**EXERCISE REQUIREMENTS**
Could you filter the listing for lines with the word "order" and return them?

*** EXTRACTED INFORMATION Section Begins ***

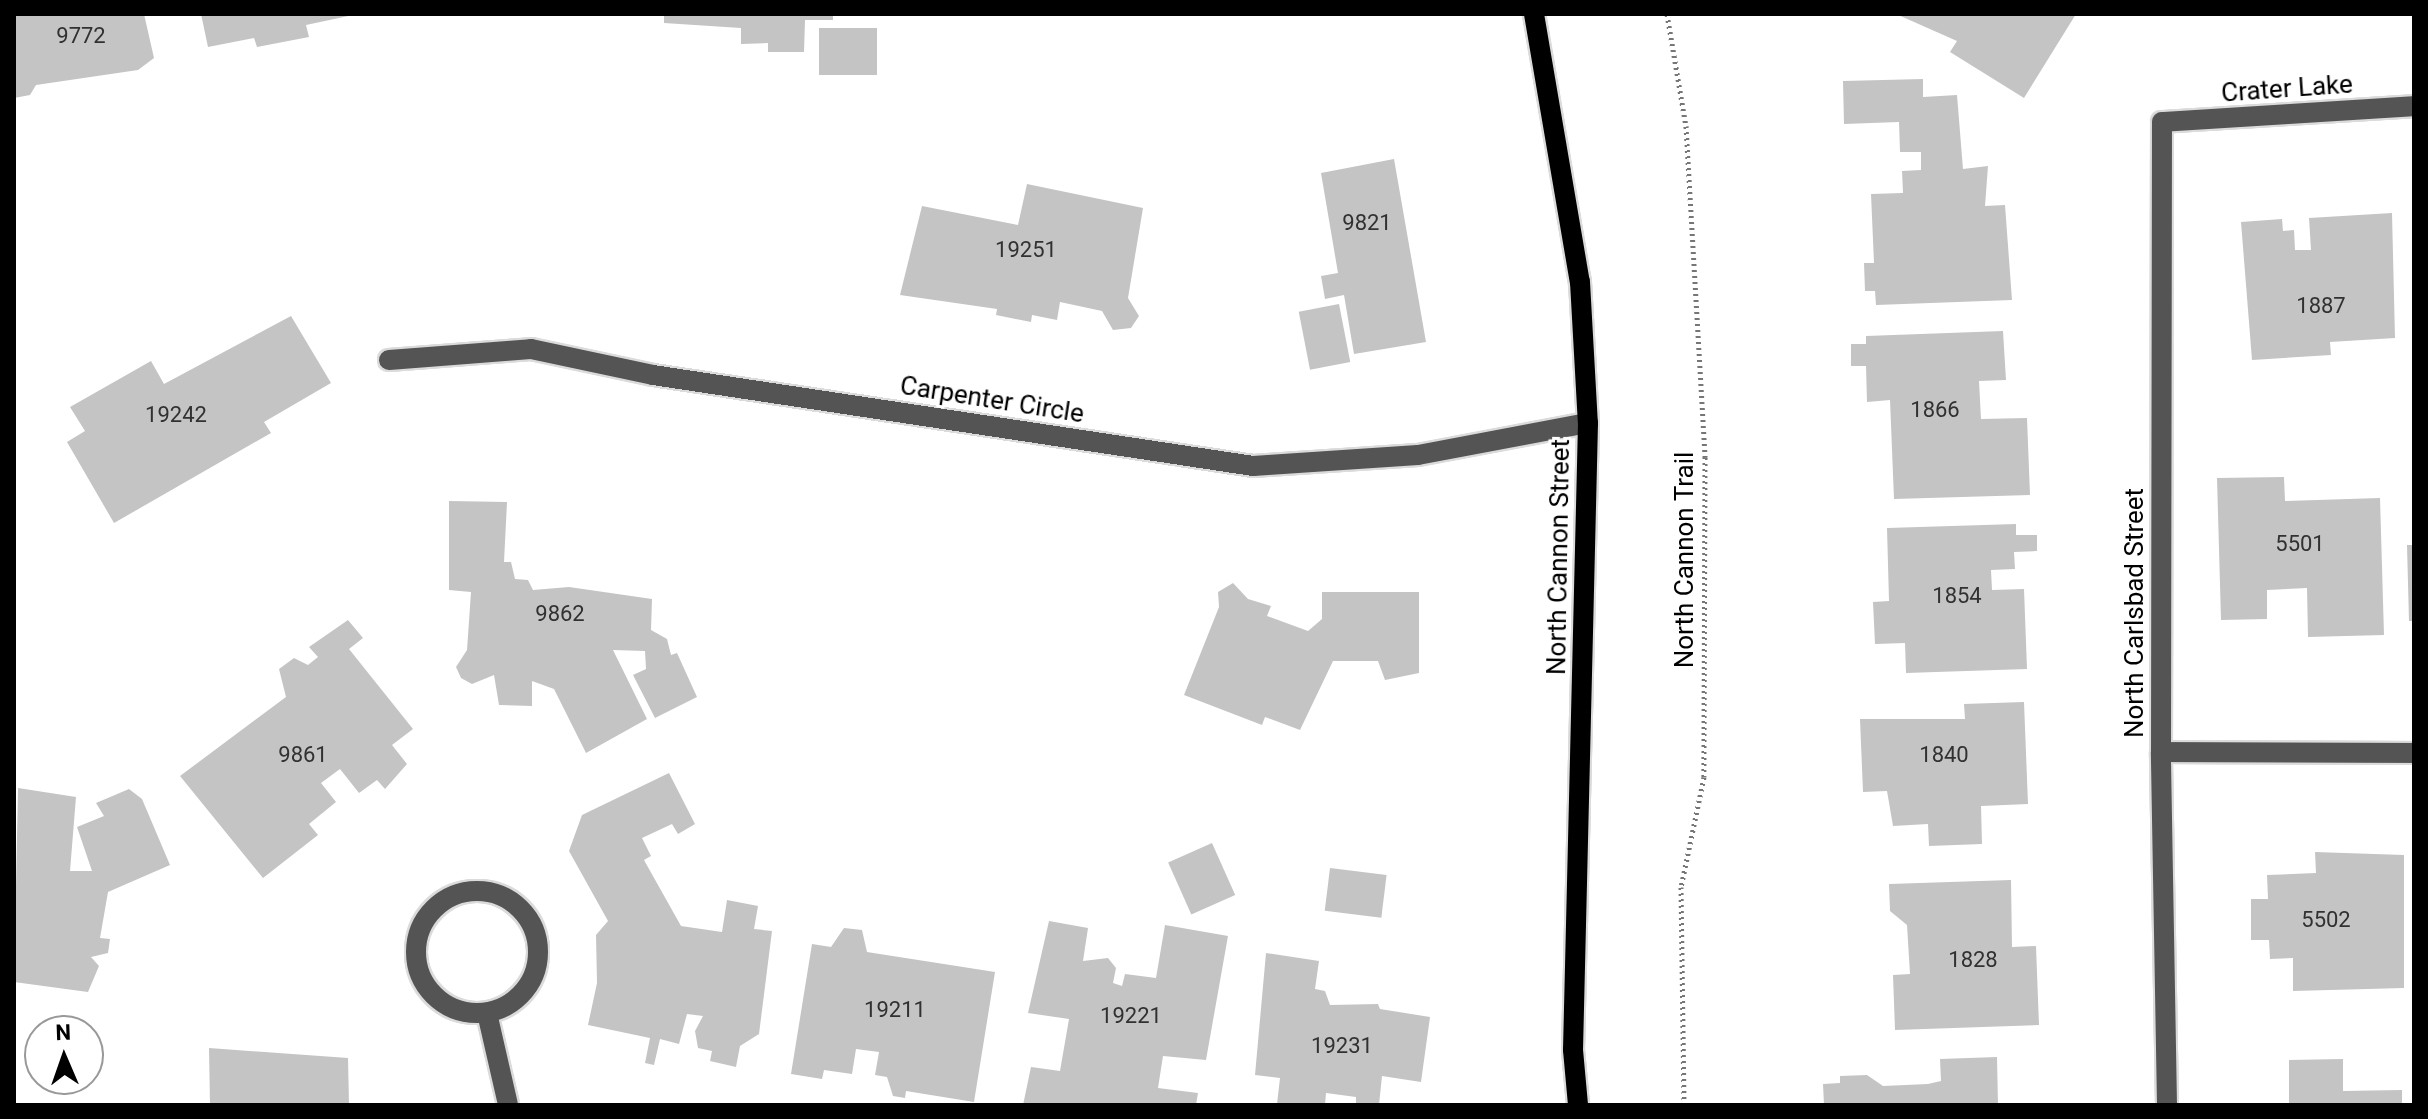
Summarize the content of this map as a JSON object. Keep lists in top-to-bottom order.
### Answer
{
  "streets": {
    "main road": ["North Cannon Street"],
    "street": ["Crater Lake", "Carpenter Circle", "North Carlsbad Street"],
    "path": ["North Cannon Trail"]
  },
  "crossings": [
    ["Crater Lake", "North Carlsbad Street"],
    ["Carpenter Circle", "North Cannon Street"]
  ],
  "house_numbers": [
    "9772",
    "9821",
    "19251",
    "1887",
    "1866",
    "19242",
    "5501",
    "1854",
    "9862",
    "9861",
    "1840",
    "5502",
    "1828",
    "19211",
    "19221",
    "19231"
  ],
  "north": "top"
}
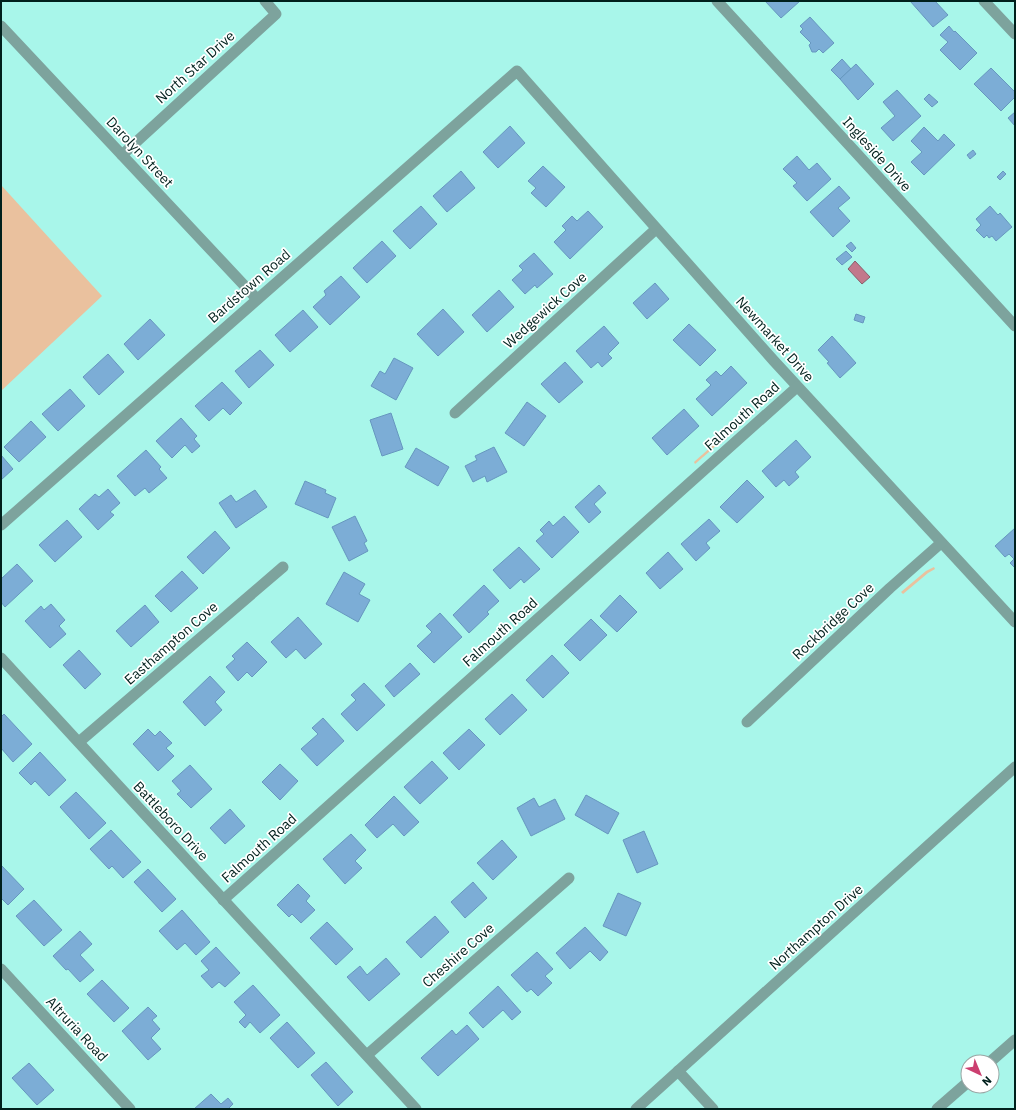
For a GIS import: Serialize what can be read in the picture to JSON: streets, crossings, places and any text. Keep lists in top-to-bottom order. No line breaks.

*** EXTRACTED INFORMATION Section Ends ***

**RESULT OF THIS TASK**
Summarize the content of this map as a JSON object. Keep lists in top-to-bottom order.
For a GIS import: Serialize what can be read in the picture to JSON: streets, crossings, places and any text. Keep lists in top-to-bottom order. No line breaks.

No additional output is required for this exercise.